Gran parte del libro è dedicata all’Islanda, terra di eventi estremi, di ghiaccio e di lava: “in Islanda la particolarità dei ghiacciai sta nell’interazione tra fuoco e ghiaccio, con eruzioni subglaciali che producono imponenti e pericolose alluvioni”. L’Islanda è anche terra di necessario controllo della natura, che ha consentito agli esseri umani di sopravvivere in luoghi tanto impervi. Ma dalla difesa si è passati all’attacco, negli ultimi decenni, abbandonandosi a un modello estrattivo e produttivo basato sul profitto che non riconosce valore alla natura. Magnason racconta della “spudorata devastazione” a cui ha assistito in prima persona nelle zone della costruzione della diga di Kárahnjúkar, e riflette a lungo sulla wilderness islandese che si è fatta brand, l’ambiente svenduto, un modo come un altro per attirare turisti.
Infine c’è molta mitologia, nel libro. Magnason ha studiato a lungo la mitologia nordica e il suo vivido immaginario di conflitto tra le forze della natura. Qui, la usa come ingrediente per diluire ulteriormente la ricetta e allungare, deformare anzi, la nostra percezione temporale. I tempi biblici, i tempi mitologici, sono una scala utile per capire i tempi geologici, insomma. In più, c’è qualcosa di mitico nel sangue di quei popoli: non a caso il più grande tesoro di tutta l’Islanda, “forse anche di tutto il Nord Europa”, è il Codex Regius, manoscritto del XIII secolo, “la fonte principale della mitologia norrena, il manoscritto originale della Völuspá, dell’Hávamál e della Þrymskviða. Una delle maggiori fonti di ispirazione per Wagner, Borges e Tolkien”, che in una scena del libro Magnason sfoglia con emozione (esattamente come fa anche Werner Herzog nel suo film Dentro l’inferno, dedicato proprio alla furia dei vulcani, tra cultura e scienza).
S’abbuia il sole nel mare affonda la terra scompaiono dal cielo gli astri splendenti sibila il vapore con chi vita alimenta alta gioca la vampa col cielo stesso…
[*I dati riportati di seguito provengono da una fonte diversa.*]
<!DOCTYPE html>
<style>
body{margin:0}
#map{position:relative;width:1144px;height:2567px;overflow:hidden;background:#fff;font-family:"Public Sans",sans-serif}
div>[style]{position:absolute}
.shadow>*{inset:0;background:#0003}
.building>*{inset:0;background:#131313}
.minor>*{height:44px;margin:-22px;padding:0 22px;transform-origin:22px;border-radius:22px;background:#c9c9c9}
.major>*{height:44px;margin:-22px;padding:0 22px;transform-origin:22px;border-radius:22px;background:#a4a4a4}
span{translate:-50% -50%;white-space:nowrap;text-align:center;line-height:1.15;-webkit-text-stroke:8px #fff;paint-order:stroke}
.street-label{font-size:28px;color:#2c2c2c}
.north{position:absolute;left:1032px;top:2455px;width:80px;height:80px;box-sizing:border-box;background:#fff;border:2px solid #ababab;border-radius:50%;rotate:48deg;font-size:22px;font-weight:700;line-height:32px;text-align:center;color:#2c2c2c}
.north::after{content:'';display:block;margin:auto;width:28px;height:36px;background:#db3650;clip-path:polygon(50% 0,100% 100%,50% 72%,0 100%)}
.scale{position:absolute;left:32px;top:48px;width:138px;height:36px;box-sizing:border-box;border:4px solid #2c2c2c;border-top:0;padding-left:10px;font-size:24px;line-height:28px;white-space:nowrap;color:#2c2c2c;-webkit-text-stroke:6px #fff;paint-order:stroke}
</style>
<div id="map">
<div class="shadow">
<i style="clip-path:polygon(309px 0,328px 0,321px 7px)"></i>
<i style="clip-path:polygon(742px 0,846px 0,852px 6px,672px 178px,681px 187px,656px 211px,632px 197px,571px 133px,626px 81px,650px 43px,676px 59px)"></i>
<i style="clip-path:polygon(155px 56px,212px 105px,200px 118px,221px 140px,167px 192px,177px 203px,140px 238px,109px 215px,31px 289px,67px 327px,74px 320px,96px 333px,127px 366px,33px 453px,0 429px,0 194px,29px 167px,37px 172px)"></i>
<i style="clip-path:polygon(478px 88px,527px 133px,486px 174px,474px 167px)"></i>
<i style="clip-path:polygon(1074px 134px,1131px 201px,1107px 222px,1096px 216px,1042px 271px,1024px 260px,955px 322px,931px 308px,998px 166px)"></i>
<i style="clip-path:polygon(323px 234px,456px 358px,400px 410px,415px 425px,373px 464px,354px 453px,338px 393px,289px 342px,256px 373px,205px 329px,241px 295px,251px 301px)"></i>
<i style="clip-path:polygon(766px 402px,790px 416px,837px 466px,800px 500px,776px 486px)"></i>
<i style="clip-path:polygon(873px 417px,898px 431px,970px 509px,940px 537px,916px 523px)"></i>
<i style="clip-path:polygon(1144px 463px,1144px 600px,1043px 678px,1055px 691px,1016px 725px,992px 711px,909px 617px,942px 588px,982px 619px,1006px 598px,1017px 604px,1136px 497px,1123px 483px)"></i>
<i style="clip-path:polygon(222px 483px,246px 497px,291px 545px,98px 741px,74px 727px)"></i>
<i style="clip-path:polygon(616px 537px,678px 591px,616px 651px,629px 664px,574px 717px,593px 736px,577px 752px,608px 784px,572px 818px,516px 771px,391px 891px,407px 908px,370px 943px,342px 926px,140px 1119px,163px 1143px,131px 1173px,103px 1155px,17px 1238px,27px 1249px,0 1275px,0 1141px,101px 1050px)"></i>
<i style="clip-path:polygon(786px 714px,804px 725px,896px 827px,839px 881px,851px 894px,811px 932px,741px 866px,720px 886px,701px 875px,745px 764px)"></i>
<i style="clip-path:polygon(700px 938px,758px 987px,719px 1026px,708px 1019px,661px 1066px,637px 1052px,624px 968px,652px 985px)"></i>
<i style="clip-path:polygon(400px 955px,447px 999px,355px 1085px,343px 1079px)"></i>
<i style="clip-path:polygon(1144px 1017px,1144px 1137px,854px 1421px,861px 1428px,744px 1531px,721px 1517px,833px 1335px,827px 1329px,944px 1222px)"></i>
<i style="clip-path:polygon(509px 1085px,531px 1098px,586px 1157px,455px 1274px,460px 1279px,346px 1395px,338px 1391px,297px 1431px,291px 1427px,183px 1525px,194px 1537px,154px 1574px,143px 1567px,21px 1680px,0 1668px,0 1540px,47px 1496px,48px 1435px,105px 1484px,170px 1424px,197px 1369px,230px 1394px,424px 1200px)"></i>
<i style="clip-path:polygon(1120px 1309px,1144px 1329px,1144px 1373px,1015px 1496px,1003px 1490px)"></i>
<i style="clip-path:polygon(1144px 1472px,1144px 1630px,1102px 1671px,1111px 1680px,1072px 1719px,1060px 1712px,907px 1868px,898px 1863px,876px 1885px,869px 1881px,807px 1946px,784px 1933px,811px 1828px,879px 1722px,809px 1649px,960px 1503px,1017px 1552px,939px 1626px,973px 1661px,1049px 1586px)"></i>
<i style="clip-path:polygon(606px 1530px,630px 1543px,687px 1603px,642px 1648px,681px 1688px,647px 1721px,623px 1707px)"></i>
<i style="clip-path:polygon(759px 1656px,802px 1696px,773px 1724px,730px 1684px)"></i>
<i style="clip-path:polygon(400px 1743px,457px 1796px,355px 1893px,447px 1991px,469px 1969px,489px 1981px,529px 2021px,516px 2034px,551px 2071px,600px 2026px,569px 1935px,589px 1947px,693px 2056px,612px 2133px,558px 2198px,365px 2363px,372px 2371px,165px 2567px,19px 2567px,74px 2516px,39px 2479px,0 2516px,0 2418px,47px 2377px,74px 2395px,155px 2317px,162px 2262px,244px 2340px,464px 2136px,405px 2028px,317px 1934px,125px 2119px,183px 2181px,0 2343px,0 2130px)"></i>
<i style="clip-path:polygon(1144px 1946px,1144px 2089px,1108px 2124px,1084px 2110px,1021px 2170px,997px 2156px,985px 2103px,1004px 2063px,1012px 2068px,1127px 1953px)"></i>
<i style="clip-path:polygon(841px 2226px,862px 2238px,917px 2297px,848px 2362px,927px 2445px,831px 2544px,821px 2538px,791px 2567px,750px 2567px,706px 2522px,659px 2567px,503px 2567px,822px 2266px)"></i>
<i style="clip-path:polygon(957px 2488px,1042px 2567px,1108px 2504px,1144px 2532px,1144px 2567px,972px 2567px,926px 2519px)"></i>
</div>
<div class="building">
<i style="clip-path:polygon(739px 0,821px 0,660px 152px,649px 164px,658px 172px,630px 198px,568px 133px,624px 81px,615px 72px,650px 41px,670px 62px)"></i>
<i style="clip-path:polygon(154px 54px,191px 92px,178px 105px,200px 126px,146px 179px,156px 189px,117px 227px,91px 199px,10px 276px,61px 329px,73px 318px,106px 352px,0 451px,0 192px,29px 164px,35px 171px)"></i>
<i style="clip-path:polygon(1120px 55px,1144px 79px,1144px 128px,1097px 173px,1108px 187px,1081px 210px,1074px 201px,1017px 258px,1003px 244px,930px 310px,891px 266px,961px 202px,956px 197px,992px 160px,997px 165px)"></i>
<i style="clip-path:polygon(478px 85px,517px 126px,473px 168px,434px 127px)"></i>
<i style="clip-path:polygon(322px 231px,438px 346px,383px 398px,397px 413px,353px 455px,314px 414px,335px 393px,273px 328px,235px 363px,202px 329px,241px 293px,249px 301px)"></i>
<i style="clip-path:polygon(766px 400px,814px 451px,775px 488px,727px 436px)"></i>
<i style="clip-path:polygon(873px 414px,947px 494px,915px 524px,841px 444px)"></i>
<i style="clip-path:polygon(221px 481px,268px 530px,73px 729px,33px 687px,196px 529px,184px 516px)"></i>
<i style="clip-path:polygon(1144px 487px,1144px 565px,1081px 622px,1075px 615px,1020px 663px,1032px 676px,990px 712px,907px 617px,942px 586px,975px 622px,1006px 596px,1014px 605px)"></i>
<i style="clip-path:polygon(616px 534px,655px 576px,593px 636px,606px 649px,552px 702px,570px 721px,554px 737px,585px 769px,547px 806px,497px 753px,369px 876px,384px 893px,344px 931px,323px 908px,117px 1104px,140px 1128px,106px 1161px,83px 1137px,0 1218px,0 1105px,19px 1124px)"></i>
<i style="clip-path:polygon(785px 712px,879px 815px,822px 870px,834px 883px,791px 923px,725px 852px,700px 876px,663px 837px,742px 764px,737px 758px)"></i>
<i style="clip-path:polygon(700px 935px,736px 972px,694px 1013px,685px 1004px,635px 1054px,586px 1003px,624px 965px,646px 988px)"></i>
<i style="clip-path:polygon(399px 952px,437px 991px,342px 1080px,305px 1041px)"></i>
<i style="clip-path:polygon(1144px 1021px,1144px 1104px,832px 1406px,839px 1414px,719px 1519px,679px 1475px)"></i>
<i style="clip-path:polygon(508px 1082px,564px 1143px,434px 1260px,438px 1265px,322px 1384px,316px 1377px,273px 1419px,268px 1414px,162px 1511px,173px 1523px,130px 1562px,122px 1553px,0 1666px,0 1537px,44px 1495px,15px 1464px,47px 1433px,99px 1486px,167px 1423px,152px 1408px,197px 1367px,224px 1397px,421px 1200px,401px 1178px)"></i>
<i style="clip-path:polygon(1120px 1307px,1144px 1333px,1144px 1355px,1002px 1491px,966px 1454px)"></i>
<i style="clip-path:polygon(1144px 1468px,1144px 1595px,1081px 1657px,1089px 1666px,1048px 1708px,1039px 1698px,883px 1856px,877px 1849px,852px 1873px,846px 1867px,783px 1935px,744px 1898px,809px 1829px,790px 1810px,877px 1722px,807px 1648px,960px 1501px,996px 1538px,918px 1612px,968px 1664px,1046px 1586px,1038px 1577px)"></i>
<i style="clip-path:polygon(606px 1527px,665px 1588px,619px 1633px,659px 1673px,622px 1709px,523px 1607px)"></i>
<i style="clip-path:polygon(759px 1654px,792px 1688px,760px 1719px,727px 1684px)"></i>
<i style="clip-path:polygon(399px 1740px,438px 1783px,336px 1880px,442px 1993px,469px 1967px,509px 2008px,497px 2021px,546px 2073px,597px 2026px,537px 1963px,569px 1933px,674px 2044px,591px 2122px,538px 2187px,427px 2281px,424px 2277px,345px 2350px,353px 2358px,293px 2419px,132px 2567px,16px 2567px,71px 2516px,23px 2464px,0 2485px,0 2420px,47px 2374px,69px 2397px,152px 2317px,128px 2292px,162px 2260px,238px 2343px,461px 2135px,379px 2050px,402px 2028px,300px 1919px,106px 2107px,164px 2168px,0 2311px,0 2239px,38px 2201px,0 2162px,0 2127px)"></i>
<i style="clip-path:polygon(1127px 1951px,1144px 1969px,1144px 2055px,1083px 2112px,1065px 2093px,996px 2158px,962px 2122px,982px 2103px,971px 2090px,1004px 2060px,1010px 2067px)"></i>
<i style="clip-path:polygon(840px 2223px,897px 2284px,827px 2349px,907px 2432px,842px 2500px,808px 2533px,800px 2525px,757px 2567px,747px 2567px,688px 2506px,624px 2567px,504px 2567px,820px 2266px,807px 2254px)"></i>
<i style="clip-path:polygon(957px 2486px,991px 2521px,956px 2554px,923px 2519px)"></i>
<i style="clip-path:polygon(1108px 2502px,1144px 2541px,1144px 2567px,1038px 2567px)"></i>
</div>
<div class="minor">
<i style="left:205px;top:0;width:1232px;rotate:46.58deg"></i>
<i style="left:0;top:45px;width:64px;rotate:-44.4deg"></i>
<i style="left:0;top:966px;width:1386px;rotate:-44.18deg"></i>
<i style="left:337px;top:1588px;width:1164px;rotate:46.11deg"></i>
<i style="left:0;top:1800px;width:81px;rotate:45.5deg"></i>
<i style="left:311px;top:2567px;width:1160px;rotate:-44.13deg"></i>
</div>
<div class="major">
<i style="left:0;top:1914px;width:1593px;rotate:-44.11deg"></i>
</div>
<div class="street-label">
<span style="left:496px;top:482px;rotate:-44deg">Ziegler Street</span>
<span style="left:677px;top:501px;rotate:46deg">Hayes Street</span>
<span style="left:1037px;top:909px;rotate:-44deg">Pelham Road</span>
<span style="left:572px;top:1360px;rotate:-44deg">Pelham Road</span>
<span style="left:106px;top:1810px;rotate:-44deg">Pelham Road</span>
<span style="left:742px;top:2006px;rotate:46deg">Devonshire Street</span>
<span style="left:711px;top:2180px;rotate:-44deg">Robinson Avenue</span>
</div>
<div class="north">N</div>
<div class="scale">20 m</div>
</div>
In tutto questo solo ogni tanto Magnason cita i rapporti dell’IPCC, i dati sull’estinzione di massa, l’acidificazione degli oceani, le temperature intollerabili, solo ogni tanto affonda quindi il coltello nel pane della divulgazione più pura. In una maniera strana e un po’ magica, però, questa strategia funziona. Allo stesso modo di come, guardando il cielo di notte, vediamo meglio la luce di alcune stelle solo con la coda dell’occhio e quelle stesse stelle sembrano quasi scomparire, invece, se cerchiamo di fissarle, così le questioni più puramente scientifiche, anche se solo abbozzate, lasciano il segno in questo libro che tutto sommato parla di altro per la maggior parte del tempo. Il risultato è originale e straniante, e sembra essere capace di restituire davvero qualcosa al lettore, una nuova consapevolezza sottopelle del mondo che verrà e una nuova urgenza, quindi, nel cercare di renderlo migliore.
Le immagini nel testo sono tratte dal libro Il tempo e l’acqua di Andri Snær Magnason.